Die Welthauptstadt des Tattoos

Ich stehe zu meiner Individualität und Andersartigkeit: Ich bin nicht tätowiert.

Greift eine ansteckende Hautkrankheit um sich? Nein, Wien etabliert sich bloß als Welthauptstadt des Tattoos. Der lose Lokalaugenschein in europäischen Metropolen oder auch in der Welt von Toronto bis Peking belegt: Nirgendwo wird die Dermis so hingebungsvoll mit Tinte punktiert wie hier.

Wir reden nicht vom kleinen Peckerl, mitgenommen als Souvenir einer Nacht in Amsterdam oder Bangkok, von der man sonst nicht mehr viel weiß. Was allerorten dargeboten wird, sind großflächige Hautcomics, bunte Unterarmfresken, die offenbar mächtig beeindrucken sollen.
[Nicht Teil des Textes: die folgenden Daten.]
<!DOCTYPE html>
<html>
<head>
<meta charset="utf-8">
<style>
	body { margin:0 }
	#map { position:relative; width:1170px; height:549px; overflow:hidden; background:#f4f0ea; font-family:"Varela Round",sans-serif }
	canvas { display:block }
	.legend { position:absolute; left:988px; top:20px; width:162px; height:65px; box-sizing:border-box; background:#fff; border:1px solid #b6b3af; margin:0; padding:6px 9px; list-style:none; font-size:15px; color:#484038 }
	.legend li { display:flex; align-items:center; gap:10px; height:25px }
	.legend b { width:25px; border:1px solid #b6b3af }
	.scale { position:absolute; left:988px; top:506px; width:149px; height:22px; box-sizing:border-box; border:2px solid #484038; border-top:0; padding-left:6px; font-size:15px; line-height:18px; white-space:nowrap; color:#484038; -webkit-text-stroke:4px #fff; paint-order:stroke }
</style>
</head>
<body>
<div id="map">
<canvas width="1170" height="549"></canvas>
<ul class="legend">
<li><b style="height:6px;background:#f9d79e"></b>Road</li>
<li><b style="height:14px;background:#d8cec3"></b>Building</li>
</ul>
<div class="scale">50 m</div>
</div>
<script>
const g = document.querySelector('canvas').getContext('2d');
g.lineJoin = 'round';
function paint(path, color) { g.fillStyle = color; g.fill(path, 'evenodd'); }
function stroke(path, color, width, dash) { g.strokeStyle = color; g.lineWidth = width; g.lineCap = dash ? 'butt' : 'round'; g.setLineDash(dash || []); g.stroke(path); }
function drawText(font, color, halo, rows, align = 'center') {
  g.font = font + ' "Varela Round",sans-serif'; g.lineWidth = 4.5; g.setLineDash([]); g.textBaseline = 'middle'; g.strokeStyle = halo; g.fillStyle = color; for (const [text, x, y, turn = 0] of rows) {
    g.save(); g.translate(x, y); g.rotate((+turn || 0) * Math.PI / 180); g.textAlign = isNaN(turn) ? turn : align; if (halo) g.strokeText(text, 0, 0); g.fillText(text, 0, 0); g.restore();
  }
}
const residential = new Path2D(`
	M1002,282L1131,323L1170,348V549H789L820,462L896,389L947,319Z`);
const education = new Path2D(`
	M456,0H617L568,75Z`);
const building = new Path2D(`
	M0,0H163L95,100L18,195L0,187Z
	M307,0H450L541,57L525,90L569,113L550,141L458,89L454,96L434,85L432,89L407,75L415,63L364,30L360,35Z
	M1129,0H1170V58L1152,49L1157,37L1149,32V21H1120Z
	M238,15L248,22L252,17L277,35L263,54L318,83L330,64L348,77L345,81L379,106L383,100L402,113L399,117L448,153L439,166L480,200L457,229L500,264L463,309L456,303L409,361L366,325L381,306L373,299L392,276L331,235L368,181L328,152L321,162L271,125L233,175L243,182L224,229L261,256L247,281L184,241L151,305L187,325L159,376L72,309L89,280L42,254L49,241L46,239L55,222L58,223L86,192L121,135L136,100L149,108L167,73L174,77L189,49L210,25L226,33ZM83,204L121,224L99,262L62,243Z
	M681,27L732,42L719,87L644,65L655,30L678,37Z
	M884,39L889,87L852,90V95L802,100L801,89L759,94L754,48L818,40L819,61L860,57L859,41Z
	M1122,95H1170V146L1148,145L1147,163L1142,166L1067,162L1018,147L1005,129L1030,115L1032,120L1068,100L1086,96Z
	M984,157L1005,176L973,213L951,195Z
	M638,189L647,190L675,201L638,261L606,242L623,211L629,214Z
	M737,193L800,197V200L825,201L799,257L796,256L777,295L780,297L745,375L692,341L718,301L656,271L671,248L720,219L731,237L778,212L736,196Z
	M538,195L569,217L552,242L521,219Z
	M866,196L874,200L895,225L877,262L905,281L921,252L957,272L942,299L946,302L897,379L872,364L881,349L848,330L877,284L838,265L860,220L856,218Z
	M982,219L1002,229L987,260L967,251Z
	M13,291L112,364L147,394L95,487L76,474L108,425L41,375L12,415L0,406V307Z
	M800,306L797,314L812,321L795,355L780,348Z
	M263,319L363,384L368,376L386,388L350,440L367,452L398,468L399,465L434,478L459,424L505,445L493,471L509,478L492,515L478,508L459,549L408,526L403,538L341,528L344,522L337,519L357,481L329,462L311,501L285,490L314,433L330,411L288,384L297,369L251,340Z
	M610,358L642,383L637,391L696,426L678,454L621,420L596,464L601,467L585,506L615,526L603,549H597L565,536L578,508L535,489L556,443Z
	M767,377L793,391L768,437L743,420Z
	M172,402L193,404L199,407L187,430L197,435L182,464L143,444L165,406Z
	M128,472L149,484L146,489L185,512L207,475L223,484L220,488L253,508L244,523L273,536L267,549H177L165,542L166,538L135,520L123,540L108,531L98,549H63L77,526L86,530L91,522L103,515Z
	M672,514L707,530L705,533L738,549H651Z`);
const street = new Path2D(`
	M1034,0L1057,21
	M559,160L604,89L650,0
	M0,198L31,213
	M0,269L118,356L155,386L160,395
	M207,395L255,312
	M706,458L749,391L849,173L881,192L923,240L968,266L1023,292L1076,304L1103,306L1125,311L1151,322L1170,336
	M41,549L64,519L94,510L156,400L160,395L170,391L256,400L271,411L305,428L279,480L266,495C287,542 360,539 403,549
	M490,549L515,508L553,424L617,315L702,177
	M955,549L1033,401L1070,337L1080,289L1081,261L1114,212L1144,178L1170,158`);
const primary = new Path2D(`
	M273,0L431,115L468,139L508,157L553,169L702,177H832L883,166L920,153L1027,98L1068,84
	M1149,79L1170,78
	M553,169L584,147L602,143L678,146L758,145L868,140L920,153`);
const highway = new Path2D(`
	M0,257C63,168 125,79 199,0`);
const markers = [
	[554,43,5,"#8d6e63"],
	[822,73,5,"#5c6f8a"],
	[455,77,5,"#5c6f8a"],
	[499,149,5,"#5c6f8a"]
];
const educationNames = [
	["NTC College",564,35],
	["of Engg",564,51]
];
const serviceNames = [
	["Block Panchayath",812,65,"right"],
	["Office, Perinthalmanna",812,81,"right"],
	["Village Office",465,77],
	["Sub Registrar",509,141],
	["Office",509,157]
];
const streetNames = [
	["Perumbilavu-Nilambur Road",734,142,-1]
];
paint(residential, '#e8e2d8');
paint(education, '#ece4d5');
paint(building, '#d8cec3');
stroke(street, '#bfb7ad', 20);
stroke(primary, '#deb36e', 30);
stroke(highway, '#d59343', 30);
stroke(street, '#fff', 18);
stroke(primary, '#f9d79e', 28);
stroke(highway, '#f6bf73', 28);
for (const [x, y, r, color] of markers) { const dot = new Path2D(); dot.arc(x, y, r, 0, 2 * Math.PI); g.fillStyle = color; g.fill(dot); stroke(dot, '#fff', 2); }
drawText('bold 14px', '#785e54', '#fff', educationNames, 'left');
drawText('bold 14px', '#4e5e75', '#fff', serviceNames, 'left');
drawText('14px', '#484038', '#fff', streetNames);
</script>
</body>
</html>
Macht das eigentlich schon der DM-Frisör?

Jeder soll sich nach Herzenslust pecken, piercen, branden und bleachen, aber dass man diese Meisterwerke der Wohlstandsverwahrlosung ständig bewundern muss, nervt etwas. Freizügig von der Speckwade bis zum Schinkenärmel werden Runen, Fabelwesen, Schriftzeichen und Telefoniergekritzel ausgestellt. Ein Bausparer fürs Kind? Voll ungeil, es wird ein Porträt auf dem Schulterblatt! Der Fahrkartenkontrolleur letztens war so tätowiert, dass früher jemand die Polizei gerufen hätte.

Heute gähnt man über diese neue Form der Hinterglasmalerei. Dabei soll es verwegen und gefährlich wirken. Aber ehrlich, so viele Yakuza, Wory (die russischen „Diebe im Gesetz“) und Hells Angels – grad in der U-Bahn! – kann es in Wien gar nicht geben.

Sollte doch einmal ein Job verwehrt bleiben, weil man verziert ist bis zu den Ohren, wie es gerade einem Bewerber bei der Münchner Polizei widerfuhr: Einfach bei der Sache bleiben. Motto: Ich mach den Tätowierer beim Humboldt!